## Your instructions
Copy out all lines of the listing below that hold "nowrap".

──────────────────────────────

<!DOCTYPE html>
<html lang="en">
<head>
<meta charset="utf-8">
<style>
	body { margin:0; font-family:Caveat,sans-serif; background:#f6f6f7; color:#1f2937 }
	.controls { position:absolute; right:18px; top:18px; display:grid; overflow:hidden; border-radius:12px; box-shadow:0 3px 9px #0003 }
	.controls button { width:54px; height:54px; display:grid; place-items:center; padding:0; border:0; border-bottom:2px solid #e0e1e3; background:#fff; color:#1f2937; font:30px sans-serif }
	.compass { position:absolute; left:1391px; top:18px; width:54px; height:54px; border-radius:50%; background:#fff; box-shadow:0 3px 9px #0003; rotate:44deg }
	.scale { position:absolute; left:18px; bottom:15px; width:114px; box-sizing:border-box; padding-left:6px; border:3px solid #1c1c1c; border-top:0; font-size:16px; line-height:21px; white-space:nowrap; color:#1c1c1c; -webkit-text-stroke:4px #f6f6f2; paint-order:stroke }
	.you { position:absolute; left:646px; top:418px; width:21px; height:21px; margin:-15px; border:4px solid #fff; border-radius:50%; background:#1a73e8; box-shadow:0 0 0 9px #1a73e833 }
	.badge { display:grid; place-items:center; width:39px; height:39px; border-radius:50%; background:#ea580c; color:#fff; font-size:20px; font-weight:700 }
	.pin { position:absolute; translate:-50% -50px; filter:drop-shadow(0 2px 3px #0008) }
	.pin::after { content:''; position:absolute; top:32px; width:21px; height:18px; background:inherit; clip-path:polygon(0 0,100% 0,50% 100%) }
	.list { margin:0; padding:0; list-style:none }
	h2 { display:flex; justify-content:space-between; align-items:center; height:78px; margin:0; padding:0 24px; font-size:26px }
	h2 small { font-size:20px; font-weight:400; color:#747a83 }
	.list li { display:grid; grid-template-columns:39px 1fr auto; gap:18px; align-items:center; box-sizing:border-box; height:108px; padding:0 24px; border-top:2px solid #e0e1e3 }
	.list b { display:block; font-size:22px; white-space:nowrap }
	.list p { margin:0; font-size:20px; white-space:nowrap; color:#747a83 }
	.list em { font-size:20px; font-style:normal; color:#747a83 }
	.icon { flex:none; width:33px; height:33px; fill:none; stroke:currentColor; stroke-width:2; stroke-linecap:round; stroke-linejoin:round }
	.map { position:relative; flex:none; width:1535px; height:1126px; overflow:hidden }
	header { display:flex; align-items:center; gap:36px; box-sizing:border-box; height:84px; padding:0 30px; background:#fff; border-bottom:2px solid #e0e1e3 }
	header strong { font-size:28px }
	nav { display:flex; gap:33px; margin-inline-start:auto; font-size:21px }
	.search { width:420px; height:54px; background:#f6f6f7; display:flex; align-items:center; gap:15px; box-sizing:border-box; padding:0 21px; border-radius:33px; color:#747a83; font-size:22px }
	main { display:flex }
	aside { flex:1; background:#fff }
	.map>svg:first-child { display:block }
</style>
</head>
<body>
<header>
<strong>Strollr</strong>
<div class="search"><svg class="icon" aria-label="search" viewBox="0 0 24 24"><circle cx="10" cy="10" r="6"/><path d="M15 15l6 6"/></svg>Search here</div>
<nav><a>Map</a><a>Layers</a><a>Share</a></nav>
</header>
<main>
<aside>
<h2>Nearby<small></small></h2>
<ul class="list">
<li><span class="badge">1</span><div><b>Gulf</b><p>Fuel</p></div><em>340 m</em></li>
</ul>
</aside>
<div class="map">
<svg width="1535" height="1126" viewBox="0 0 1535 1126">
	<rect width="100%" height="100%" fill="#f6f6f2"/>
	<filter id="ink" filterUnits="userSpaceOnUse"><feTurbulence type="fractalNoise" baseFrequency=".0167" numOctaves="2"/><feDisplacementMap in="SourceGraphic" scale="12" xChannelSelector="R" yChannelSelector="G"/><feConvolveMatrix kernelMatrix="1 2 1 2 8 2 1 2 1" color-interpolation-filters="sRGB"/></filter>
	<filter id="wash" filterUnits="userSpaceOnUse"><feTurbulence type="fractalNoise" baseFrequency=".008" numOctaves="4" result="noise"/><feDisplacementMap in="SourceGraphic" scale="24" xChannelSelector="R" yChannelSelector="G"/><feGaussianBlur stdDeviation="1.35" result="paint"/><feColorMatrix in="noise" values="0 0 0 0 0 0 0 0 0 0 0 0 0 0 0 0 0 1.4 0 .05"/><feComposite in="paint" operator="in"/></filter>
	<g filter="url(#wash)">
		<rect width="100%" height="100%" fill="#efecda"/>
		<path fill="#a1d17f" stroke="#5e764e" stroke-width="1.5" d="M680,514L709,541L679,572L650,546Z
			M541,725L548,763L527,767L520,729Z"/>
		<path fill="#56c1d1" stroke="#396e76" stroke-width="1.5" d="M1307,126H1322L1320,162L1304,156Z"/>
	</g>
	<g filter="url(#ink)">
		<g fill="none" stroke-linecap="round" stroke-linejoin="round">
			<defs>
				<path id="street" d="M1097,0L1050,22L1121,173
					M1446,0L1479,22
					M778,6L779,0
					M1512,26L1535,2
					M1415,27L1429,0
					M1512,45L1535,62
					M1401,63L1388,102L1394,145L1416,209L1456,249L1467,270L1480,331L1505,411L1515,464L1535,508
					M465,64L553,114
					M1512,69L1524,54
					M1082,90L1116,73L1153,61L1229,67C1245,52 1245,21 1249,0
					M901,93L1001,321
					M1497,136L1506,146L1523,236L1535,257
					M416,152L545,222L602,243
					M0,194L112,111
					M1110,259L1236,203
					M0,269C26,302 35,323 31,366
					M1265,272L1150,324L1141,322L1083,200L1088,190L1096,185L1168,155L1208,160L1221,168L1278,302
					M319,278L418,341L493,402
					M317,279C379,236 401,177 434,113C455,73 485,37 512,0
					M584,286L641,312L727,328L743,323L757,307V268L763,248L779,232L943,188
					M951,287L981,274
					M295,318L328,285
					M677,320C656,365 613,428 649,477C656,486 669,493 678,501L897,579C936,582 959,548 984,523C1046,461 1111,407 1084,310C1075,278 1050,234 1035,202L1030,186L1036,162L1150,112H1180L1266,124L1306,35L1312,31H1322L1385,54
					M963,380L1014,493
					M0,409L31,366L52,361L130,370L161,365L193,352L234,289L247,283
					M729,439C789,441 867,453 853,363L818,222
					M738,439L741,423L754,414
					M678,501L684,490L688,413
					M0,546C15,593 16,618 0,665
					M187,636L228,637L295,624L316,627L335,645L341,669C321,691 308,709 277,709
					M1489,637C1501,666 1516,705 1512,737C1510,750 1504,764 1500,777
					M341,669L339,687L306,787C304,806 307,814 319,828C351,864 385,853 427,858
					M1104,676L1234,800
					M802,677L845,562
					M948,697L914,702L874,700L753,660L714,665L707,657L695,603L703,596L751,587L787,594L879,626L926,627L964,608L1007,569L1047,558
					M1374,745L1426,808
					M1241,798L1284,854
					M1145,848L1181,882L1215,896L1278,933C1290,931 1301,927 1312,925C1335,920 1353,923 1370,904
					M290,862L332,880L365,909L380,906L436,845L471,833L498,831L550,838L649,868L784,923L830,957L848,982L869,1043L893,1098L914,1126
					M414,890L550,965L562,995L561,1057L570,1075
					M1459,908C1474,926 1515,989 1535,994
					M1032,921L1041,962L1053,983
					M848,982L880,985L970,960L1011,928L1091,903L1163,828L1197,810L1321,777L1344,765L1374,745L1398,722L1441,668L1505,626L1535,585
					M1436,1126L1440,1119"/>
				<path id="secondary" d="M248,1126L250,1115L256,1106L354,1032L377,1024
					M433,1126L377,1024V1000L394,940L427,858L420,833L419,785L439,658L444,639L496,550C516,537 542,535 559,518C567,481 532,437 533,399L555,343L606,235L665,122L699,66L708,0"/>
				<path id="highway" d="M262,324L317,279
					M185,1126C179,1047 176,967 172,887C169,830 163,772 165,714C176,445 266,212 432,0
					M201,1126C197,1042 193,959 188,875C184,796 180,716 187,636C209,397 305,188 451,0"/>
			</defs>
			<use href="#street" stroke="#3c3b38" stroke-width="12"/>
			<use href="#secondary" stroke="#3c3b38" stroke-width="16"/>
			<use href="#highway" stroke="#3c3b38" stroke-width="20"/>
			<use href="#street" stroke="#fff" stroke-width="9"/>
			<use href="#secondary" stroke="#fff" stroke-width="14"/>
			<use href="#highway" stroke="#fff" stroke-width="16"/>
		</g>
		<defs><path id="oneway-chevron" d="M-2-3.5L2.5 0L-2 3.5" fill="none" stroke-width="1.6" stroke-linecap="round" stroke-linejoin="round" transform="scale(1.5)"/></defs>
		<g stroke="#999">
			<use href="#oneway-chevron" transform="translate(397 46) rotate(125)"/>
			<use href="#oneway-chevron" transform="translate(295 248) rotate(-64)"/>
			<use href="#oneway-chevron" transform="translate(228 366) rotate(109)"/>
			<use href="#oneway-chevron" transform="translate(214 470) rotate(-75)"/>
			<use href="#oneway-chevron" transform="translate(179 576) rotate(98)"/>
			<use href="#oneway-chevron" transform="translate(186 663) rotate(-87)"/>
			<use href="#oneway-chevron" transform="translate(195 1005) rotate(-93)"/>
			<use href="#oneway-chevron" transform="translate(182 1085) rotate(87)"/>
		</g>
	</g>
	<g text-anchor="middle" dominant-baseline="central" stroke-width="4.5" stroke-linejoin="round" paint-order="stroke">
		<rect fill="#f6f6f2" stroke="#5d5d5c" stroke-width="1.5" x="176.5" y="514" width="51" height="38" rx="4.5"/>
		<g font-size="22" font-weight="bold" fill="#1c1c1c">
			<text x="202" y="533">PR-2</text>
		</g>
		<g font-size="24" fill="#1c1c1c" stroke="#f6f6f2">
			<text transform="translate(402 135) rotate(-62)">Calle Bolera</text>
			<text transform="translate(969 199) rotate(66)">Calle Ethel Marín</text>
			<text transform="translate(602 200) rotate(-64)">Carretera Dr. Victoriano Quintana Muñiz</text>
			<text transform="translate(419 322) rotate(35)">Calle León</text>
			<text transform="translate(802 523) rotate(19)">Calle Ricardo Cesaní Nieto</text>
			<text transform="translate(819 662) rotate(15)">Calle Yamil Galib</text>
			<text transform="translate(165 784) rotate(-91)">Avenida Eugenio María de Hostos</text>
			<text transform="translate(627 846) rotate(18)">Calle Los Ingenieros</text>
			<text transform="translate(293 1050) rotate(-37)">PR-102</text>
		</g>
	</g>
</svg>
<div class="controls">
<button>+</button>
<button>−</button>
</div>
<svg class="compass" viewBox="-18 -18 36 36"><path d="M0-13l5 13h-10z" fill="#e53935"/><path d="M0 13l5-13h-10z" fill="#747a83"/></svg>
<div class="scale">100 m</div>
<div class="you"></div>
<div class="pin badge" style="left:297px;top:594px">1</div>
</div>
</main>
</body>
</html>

──────────────────────────────

## The completed task
	.scale { position:absolute; left:18px; bottom:15px; width:114px; box-sizing:border-box; padding-left:6px; border:3px solid #1c1c1c; border-top:0; font-size:16px; line-height:21px; white-space:nowrap; color:#1c1c1c; -webkit-text-stroke:4px #f6f6f2; paint-order:stroke }
	.list b { display:block; font-size:22px; white-space:nowrap }
	.list p { margin:0; font-size:20px; white-space:nowrap; color:#747a83 }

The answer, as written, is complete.